# Source material

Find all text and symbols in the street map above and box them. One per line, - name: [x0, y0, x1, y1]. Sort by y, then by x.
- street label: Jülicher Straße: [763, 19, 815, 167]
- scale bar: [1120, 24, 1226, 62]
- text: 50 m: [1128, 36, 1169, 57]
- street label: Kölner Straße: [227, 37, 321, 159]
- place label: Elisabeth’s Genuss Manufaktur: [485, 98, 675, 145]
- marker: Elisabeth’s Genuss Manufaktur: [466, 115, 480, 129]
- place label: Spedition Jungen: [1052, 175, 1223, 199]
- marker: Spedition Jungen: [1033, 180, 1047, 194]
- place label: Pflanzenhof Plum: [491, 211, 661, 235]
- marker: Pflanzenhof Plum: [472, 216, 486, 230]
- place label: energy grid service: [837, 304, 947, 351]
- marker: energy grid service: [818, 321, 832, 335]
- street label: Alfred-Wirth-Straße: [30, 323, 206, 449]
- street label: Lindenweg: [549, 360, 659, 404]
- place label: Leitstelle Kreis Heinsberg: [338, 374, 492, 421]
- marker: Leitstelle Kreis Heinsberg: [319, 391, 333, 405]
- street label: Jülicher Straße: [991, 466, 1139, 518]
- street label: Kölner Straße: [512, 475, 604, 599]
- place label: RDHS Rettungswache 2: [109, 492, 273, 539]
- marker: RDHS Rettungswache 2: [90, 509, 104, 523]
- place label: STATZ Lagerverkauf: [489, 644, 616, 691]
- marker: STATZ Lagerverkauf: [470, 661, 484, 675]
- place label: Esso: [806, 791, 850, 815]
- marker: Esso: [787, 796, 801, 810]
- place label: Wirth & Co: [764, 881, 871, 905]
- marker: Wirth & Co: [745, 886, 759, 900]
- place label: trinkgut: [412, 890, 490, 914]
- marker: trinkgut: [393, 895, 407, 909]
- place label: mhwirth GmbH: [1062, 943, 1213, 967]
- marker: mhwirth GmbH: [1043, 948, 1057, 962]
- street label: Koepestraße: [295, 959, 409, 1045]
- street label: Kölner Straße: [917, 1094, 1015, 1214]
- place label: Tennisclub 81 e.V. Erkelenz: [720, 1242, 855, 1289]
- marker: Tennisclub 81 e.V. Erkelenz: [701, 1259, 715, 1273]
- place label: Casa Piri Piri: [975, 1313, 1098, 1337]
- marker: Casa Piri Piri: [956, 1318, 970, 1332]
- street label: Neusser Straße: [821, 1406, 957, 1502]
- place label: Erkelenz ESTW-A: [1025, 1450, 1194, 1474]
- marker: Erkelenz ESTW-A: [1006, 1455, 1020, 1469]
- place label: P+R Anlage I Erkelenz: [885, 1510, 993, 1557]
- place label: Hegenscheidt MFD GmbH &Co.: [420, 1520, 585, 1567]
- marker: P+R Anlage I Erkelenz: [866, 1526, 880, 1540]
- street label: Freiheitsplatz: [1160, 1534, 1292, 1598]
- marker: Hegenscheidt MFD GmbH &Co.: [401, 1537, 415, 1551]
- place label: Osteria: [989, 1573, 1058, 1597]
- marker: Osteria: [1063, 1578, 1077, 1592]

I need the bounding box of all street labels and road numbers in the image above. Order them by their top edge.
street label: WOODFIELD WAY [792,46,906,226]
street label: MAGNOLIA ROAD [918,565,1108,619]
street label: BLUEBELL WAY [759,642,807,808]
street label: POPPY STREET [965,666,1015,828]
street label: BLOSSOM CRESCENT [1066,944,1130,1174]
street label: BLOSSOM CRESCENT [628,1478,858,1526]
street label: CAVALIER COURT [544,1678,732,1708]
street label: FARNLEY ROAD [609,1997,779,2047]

# Exercise directions
The required output is the exact run of lines from the one with "I need the bounding" through the final line of the entries.

# Result of this exercise
I need the bounding box of all street labels and road numbers in the image above. Order them by their top edge.
street label: WOODFIELD WAY [792,46,906,226]
street label: MAGNOLIA ROAD [918,565,1108,619]
street label: BLUEBELL WAY [759,642,807,808]
street label: POPPY STREET [965,666,1015,828]
street label: BLOSSOM CRESCENT [1066,944,1130,1174]
street label: BLOSSOM CRESCENT [628,1478,858,1526]
street label: CAVALIER COURT [544,1678,732,1708]
street label: FARNLEY ROAD [609,1997,779,2047]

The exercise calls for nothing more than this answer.